PROVIDED MATERIAL:
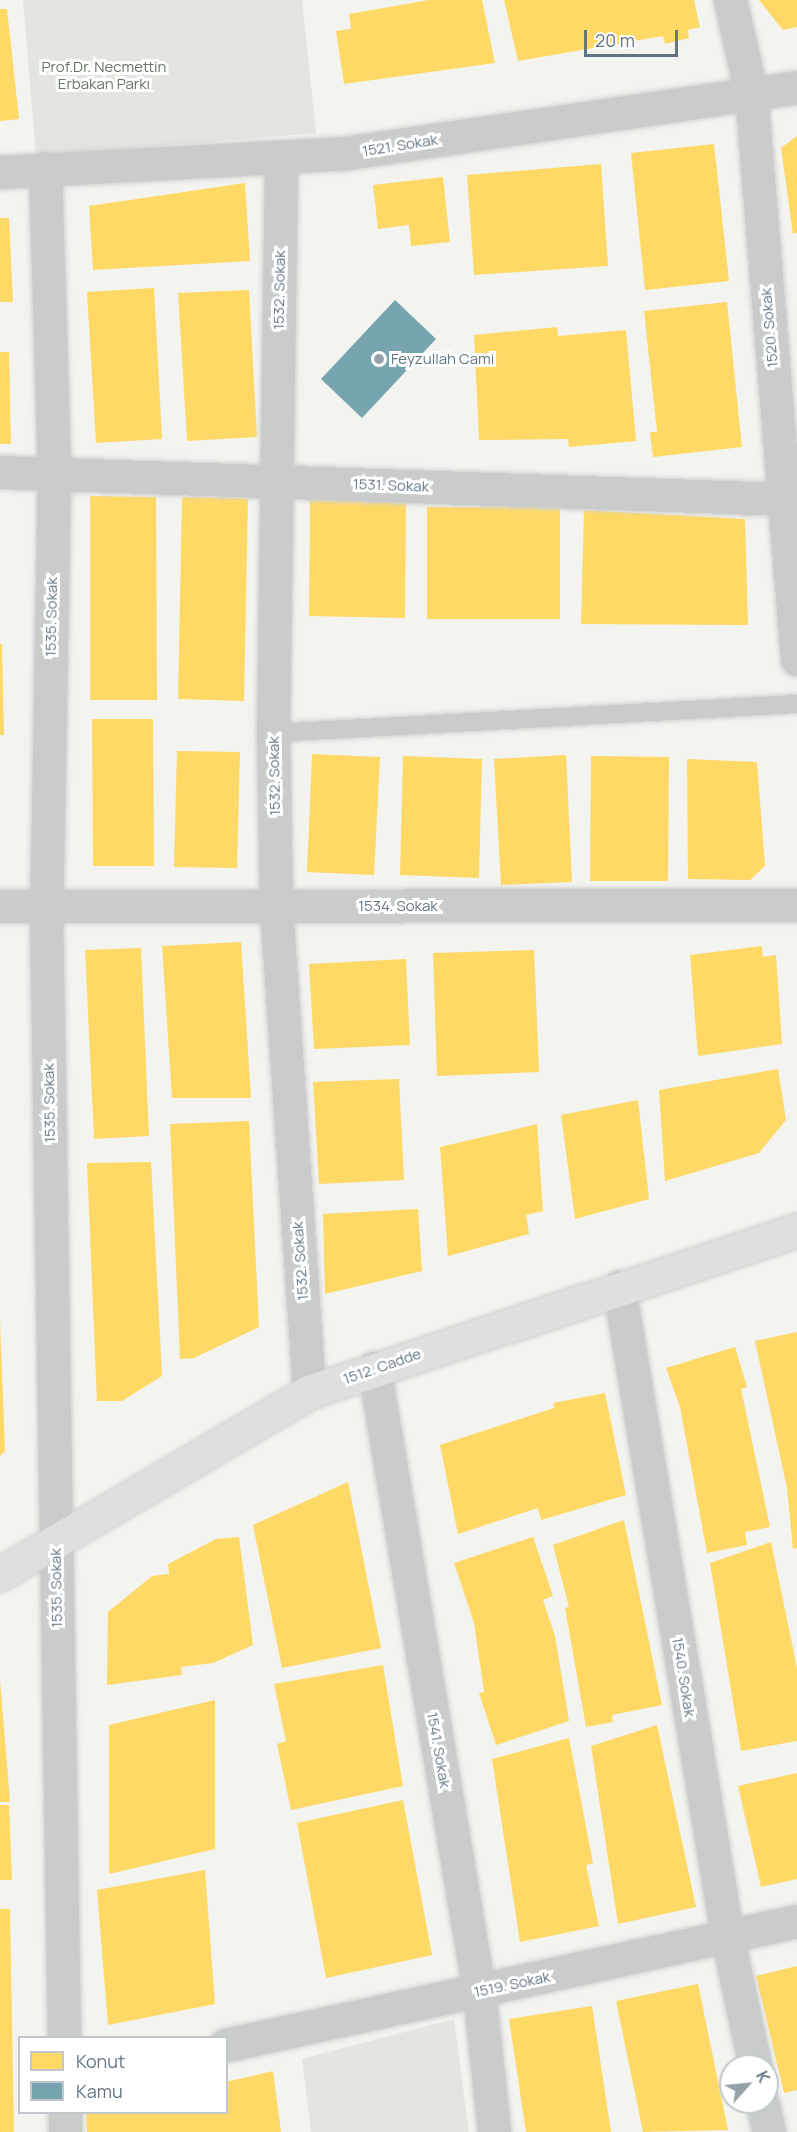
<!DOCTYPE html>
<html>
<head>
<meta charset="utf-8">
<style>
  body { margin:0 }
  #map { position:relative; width:797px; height:2132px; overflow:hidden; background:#f3f3f0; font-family:Manrope,sans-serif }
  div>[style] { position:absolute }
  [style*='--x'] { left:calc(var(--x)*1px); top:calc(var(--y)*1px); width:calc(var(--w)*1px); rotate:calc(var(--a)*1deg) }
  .green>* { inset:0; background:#e2e6de }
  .homes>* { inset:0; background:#ffd966 }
  .public>* { inset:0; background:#76a5af }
  .roads { filter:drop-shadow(0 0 2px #cfd1d0) drop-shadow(0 0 2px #cfd1d0) }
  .lane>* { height:18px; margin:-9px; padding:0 9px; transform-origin:9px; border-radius:9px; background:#cacccc }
  .street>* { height:33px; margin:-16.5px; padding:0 16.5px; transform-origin:16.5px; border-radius:16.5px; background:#cacccc }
  .secondary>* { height:33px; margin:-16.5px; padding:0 16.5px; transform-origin:16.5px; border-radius:16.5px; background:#dfdfe0 }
  .dots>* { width:16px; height:16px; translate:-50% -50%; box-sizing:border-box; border:3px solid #fff; border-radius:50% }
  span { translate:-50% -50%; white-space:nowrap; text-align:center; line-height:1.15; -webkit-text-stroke:6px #fff; paint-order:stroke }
  .park-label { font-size:15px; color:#677861 }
  .street-label { font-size:15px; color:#627581 }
  .poi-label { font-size:15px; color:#627581 }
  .left { translate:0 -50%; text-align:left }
  .legend { position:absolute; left:18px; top:2036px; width:210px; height:78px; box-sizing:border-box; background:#fff; border:2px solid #c0c8cd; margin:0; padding:8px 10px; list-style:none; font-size:18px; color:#627581 }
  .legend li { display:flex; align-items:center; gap:12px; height:30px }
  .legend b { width:30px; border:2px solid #c0c8cd }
  .north { position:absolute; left:719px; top:2054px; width:60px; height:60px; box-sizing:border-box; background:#fff; border:2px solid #c0c8cd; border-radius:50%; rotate:63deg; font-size:16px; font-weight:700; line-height:24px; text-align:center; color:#627581 }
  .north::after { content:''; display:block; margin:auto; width:21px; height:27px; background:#95a1a8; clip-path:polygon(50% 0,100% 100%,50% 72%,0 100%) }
  .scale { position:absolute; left:584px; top:30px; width:94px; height:27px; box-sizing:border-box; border:3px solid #627581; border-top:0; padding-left:8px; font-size:18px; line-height:21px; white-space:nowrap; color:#627581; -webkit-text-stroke:4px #fff; paint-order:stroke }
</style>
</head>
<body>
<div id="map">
  <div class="green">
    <i style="clip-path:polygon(23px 0,302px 0,316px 133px,36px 156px)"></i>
    <i style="clip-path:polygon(454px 2019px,469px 2132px,311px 2132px,302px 2059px)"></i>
  </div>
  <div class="homes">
    <i style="clip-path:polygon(429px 0,482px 0,495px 63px,344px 84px,336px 31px,351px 29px,349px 14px)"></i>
    <i style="clip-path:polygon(504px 0,694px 0,700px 27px,688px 30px,689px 38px,665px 44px,663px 36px,518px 61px)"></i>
    <i style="clip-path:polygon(759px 0,797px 0,797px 27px,783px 30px)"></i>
    <i style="clip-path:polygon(0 9px,7px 9px,19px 119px,0 121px)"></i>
    <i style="clip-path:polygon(797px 136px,797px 233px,793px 234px,781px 148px)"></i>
    <i style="clip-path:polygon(714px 144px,729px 281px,645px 290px,631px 153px)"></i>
    <i style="clip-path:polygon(601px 164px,608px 266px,474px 275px,467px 175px)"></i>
    <i style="clip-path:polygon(443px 177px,450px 242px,411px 246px,409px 225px,378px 229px,373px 185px)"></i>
    <i style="clip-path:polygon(245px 183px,250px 261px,93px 270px,89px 206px)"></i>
    <i style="clip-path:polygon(0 218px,9px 218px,13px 302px,0 302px)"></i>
    <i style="clip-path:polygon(154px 288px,162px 439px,96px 443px,87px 292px)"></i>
    <i style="clip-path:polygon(249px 290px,257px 437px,187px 441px,178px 293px)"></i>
    <i style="clip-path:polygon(727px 302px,742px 447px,653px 457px,650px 432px,657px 432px,644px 311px)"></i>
    <i style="clip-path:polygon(557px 327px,558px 336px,626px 330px,636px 441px,569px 447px,568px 439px,479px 440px,474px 335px)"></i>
    <i style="clip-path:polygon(0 352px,9px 352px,11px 444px,0 444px)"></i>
    <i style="clip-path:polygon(90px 496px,156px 497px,157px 700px,90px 700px)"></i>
    <i style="clip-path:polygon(182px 497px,248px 498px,244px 701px,178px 699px)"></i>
    <i style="clip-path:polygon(310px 500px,406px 502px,405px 618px,309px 616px)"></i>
    <i style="clip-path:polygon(427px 507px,560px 507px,560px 619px,427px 619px)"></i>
    <i style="clip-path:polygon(584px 510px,745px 519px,748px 625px,581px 624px)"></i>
    <i style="clip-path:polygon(0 644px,2px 644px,4px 735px,0 735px)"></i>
    <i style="clip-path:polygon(92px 719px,153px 719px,154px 866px,93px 866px)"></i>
    <i style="clip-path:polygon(177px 751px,240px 752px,237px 868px,174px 867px)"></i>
    <i style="clip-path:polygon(312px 754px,380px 757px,374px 875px,307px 872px)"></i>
    <i style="clip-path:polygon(566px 755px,572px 882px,501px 885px,494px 759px)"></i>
    <i style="clip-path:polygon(403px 756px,482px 759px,479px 878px,400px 875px)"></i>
    <i style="clip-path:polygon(591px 756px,669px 757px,668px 881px,590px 881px)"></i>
    <i style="clip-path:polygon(687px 759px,757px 762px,765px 866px,750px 880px,688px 879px)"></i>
    <i style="clip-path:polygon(241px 942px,251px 1098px,172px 1098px,162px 946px)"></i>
    <i style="clip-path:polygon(762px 946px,763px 957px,776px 955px,782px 1044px,698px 1056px,690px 955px)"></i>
    <i style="clip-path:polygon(141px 948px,149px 1136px,94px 1139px,85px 950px)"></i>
    <i style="clip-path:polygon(534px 950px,539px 1072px,437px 1076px,433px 953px)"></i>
    <i style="clip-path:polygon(406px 959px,410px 1045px,314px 1049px,309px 964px)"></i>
    <i style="clip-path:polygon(778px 1069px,786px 1120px,759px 1153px,665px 1181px,659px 1090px)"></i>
    <i style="clip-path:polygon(399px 1079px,404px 1180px,319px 1184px,313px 1082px)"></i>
    <i style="clip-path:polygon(638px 1100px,649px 1199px,575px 1219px,561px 1115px)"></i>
    <i style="clip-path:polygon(249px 1121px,259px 1327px,194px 1358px,180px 1359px,170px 1124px)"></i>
    <i style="clip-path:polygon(537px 1124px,543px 1211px,526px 1215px,529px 1234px,448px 1256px,440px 1147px)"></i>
    <i style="clip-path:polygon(151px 1162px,162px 1376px,122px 1401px,97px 1401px,87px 1163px)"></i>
    <i style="clip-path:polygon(418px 1209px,422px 1271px,325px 1294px,323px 1214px)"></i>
    <i style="clip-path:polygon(0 1319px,5px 1451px,0 1456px)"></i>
    <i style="clip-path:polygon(797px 1332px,797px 1548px,793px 1549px,787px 1488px,755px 1341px)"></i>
    <i style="clip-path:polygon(735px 1347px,747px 1387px,741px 1389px,770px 1527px,745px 1532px,747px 1545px,707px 1553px,680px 1407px,666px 1368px)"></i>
    <i style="clip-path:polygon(605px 1393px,626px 1495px,541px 1520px,538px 1508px,458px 1534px,440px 1445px,554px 1408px,553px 1403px)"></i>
    <i style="clip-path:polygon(348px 1482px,381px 1648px,282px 1668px,253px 1525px)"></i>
    <i style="clip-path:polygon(624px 1520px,662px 1705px,612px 1715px,613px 1722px,586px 1727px,565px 1608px,569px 1607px,553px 1545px)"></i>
    <i style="clip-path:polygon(239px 1537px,253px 1645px,213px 1663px,181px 1667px,182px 1675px,107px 1685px,108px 1612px,152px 1576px,169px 1574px,168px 1564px,216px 1539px)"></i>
    <i style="clip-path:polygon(533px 1537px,553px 1596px,543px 1600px,555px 1636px,569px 1721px,496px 1745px,479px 1693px,484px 1692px,474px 1623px,454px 1563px)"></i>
    <i style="clip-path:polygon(771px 1542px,797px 1668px,797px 1741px,741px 1751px,710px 1563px)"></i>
    <i style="clip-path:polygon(383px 1665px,403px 1786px,291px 1810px,277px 1744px,286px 1741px,274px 1684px)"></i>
    <i style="clip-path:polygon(0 1680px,10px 1802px,0 1802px)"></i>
    <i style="clip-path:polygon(215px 1700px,215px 1849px,109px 1874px,109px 1725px)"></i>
    <i style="clip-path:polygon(657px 1725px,696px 1907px,618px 1924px,591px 1746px)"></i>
    <i style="clip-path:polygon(569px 1738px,593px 1863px,586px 1865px,599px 1926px,520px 1942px,492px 1759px)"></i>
    <i style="clip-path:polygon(797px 1773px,797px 1879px,761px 1887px,738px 1786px)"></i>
    <i style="clip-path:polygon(403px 1800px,432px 1955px,326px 1978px,297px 1823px)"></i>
    <i style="clip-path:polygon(0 1805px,9px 1805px,12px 1880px,0 1880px)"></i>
    <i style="clip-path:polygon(205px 1870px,215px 2004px,108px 2025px,97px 1890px)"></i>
    <i style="clip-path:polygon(0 1909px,10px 1909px,14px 2132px,0 2132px)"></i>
    <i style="clip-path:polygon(797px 1966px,797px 2090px,784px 2093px,756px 1976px)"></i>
    <i style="clip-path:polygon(698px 1984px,728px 2130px,643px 2132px,616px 2001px)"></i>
    <i style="clip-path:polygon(592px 2006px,611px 2132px,526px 2132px,509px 2019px)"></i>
    <i style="clip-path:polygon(273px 2071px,281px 2132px,87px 2132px,86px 2112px,226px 2112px,226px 2082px)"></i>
  </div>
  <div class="public">
    <i style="clip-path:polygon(395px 300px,436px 339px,362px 418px,321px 379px)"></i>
  </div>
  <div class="roads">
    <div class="lane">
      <i style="--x:273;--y:733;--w:525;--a:-3.17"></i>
    </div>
    <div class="street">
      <i style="--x:730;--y:0;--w:94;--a:77.1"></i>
      <i style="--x:751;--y:92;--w:569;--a:85.36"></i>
      <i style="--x:281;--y:159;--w:574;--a:90.8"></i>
      <i style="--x:273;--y:733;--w:173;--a:89"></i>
      <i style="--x:276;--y:906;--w:487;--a:86.1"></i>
      <i style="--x:45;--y:168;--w:302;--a:88.3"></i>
      <i style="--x:54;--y:470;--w:438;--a:91"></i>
      <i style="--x:46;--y:908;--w:1130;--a:89.09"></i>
      <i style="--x:0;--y:172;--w:347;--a:-3.1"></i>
      <i style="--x:346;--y:153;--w:456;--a:-8.3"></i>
      <i style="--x:0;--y:472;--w:783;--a:1.97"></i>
      <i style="--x:0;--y:906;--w:797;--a:-0.07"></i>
      <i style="--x:619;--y:1287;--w:662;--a:80.52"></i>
      <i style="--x:728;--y:1940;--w:129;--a:77.9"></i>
      <i style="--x:374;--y:1368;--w:632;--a:80.43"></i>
      <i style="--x:479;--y:1991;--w:142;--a:83.9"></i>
      <i style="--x:226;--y:2045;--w:584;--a:-12.25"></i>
      <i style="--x:762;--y:2102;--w:31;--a:77"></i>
      <i style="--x:65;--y:2132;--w:20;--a:-90"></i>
    </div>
    <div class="secondary">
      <i style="--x:0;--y:1574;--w:359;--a:-30.5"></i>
      <i style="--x:309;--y:1392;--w:514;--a:-18.36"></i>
    </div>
  </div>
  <div class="dots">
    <i style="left:379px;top:359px;background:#95a1a8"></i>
  </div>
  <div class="park-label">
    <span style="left:104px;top:75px">Prof.Dr. Necmettin<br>Erbakan Parkı</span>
  </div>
  <div class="street-label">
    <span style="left:400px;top:145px;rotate:-9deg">1521. Sokak</span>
    <span style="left:279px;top:290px;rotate:-89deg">1532. Sokak</span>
    <span style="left:769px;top:328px;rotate:-95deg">1520. Sokak</span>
    <span style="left:391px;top:485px;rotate:2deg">1531. Sokak</span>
    <span style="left:51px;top:617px;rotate:-89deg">1535. Sokak</span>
    <span style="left:274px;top:776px;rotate:-91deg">1532. Sokak</span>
    <span style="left:398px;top:906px">1534. Sokak</span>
    <span style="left:49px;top:1103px;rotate:-91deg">1535. Sokak</span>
    <span style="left:300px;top:1261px;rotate:-94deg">1532. Sokak</span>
    <span style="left:382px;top:1366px;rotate:-19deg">1512. Cadde</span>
    <span style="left:56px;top:1588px;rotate:-91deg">1535. Sokak</span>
    <span style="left:684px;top:1677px;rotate:81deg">1540. Sokak</span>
    <span style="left:439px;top:1750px;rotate:80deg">1541. Sokak</span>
    <span style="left:512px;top:1984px;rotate:-12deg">1519. Sokak</span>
  </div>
  <div class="poi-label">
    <span class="left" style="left:391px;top:359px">Feyzullah Cami</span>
  </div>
  <ul class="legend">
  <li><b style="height:16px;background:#ffd966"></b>Konut</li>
  <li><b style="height:16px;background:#76a5af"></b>Kamu</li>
  </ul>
  <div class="north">K</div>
  <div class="scale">20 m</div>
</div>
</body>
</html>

TASK REQUIREMENTS:
Using the entries above, give back exactly the line containing "display:flex; align-items:center; gap:12px;", the line containing "position:absolute; left:719px; top:2054px;", and every line between them, and nothing else.

OUTPUT OF THE TASK:
  .legend li { display:flex; align-items:center; gap:12px; height:30px }
  .legend b { width:30px; border:2px solid #c0c8cd }
  .north { position:absolute; left:719px; top:2054px; width:60px; height:60px; box-sizing:border-box; background:#fff; border:2px solid #c0c8cd; border-radius:50%; rotate:63deg; font-size:16px; font-weight:700; line-height:24px; text-align:center; color:#627581 }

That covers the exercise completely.